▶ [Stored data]
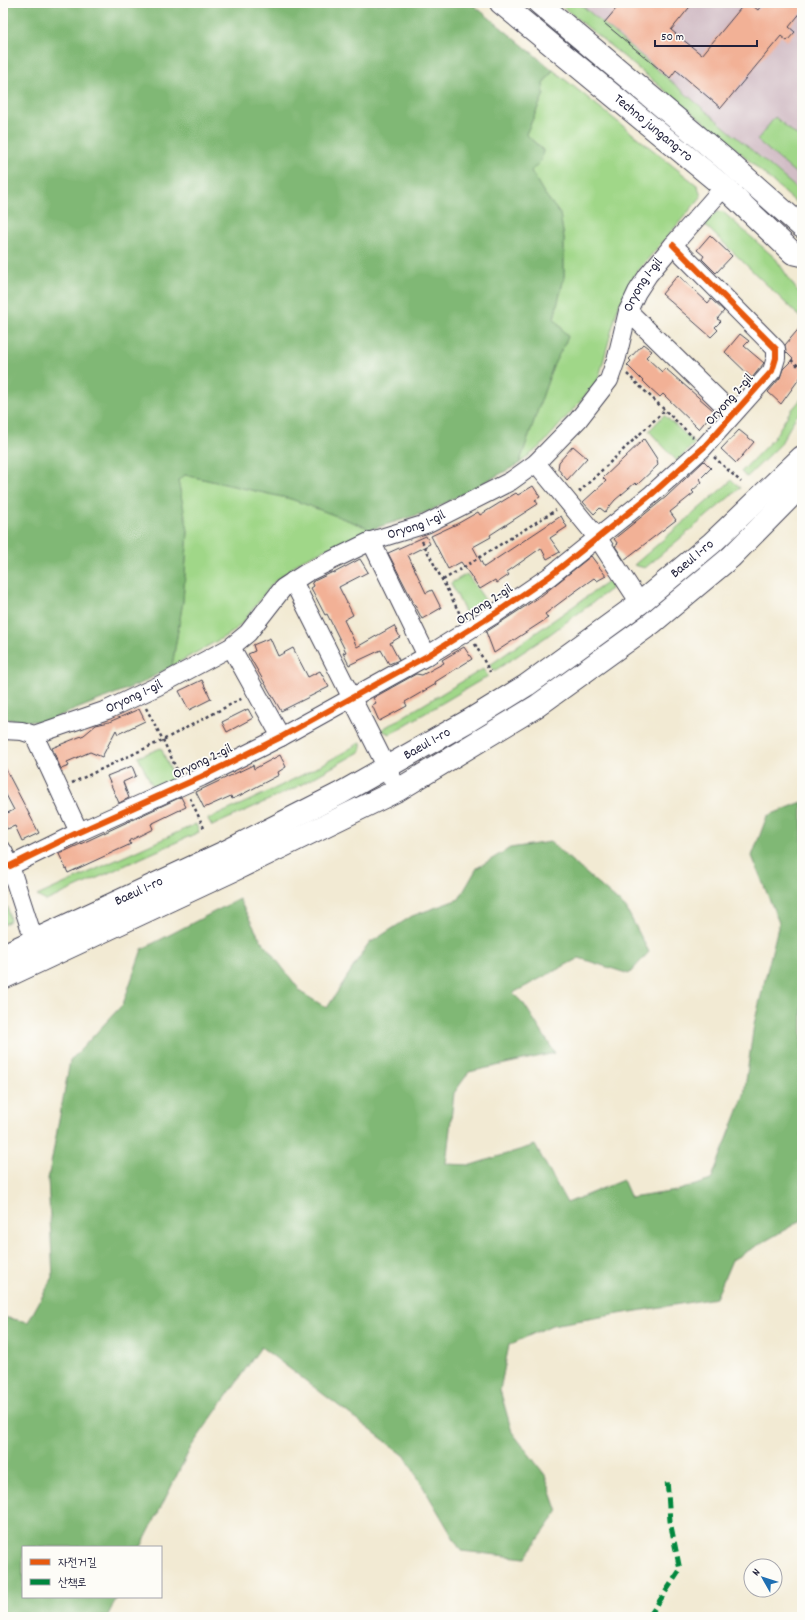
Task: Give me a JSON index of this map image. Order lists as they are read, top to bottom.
{
  "streets": {
    "main road": ["Techno jungang-ro", "Baeul 1-ro"],
    "street": ["Oryong 1-gil", "Oryong 2-gil"]
  },
  "crossings": [
    ["Techno jungang-ro", "Oryong 1-gil"],
    ["Oryong 1-gil", "Oryong 2-gil"]
  ],
  "legend": ["자전거길", "산책로"],
  "scale_bar": "50 m",
  "north": "top left"
}
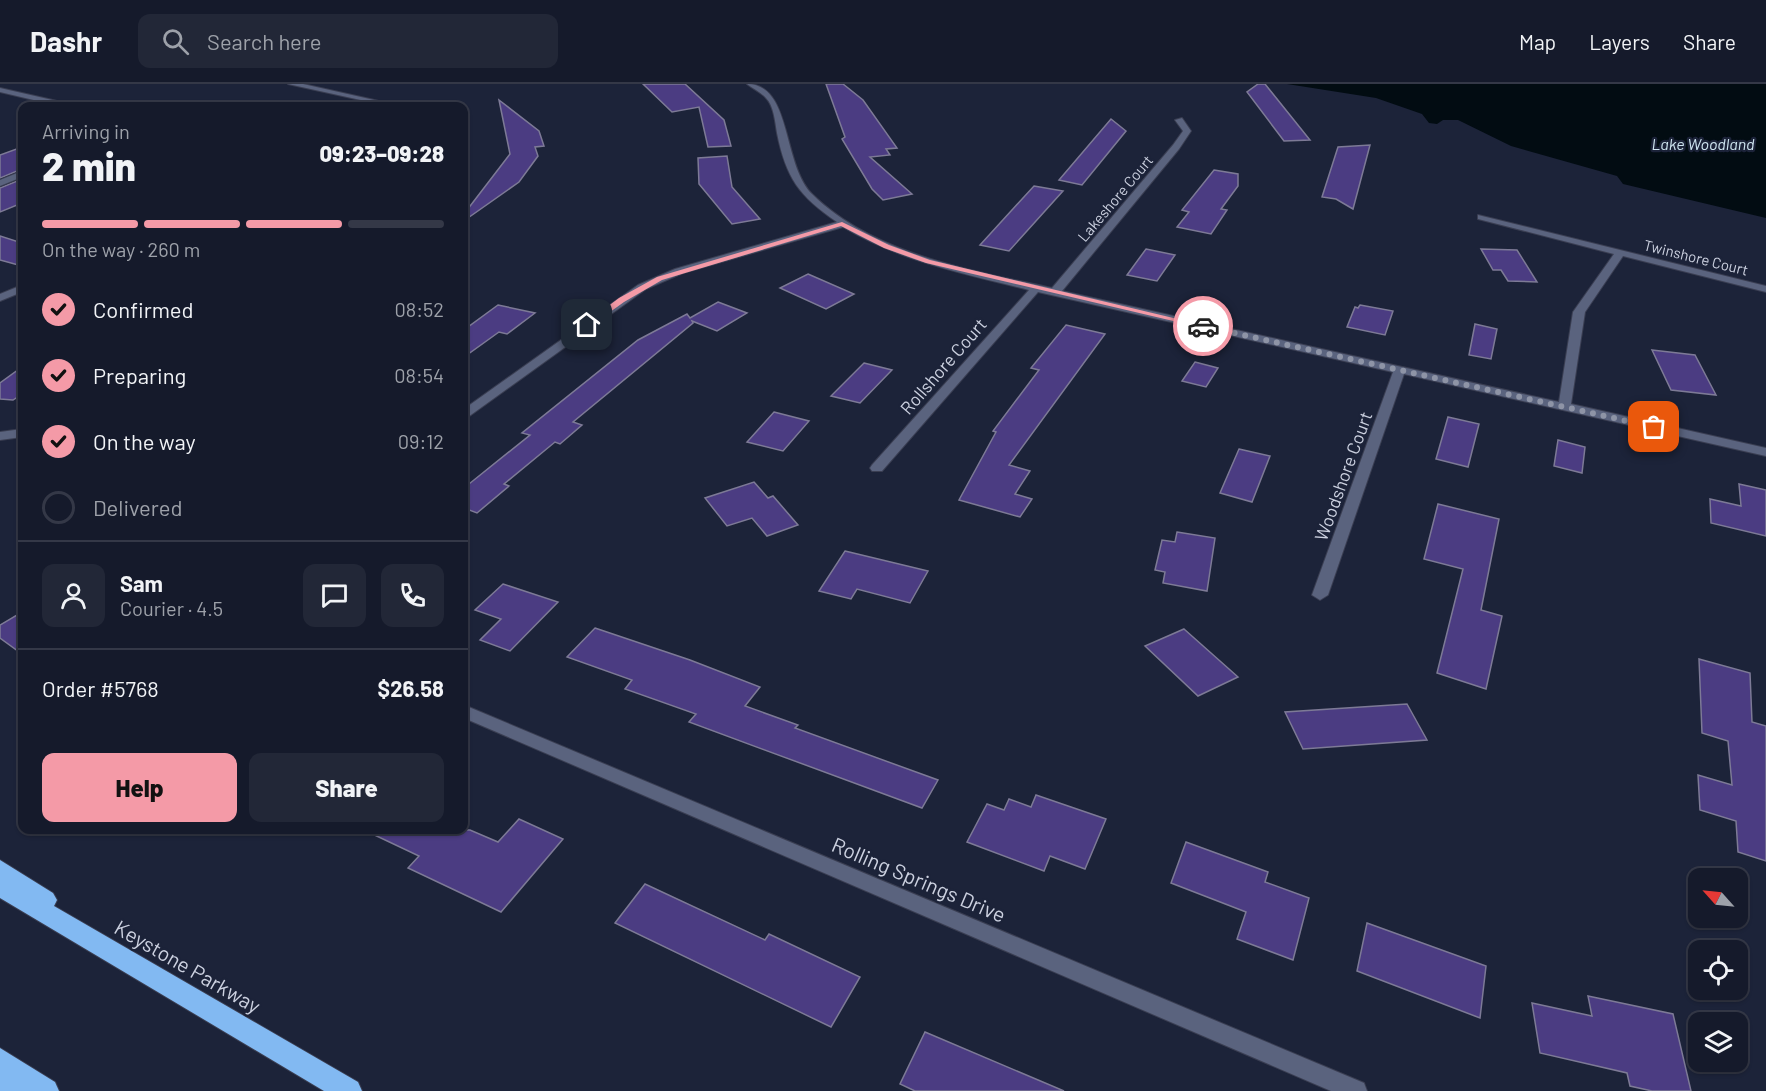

▶ [TASK TO COMPLETE] Output all of the data exactly as it stands, minus any images.

▶ [YOUR SOLUTION]
Task: Give me a JSON index of this map image. Order lists as they are read, top to bottom.
{
  "streets": {
    "main road": ["Techno jungang-ro", "Baeul 1-ro"],
    "street": ["Oryong 1-gil", "Oryong 2-gil"]
  },
  "crossings": [
    ["Techno jungang-ro", "Oryong 1-gil"],
    ["Oryong 1-gil", "Oryong 2-gil"]
  ],
  "legend": ["자전거길", "산책로"],
  "scale_bar": "50 m",
  "north": "top left"
}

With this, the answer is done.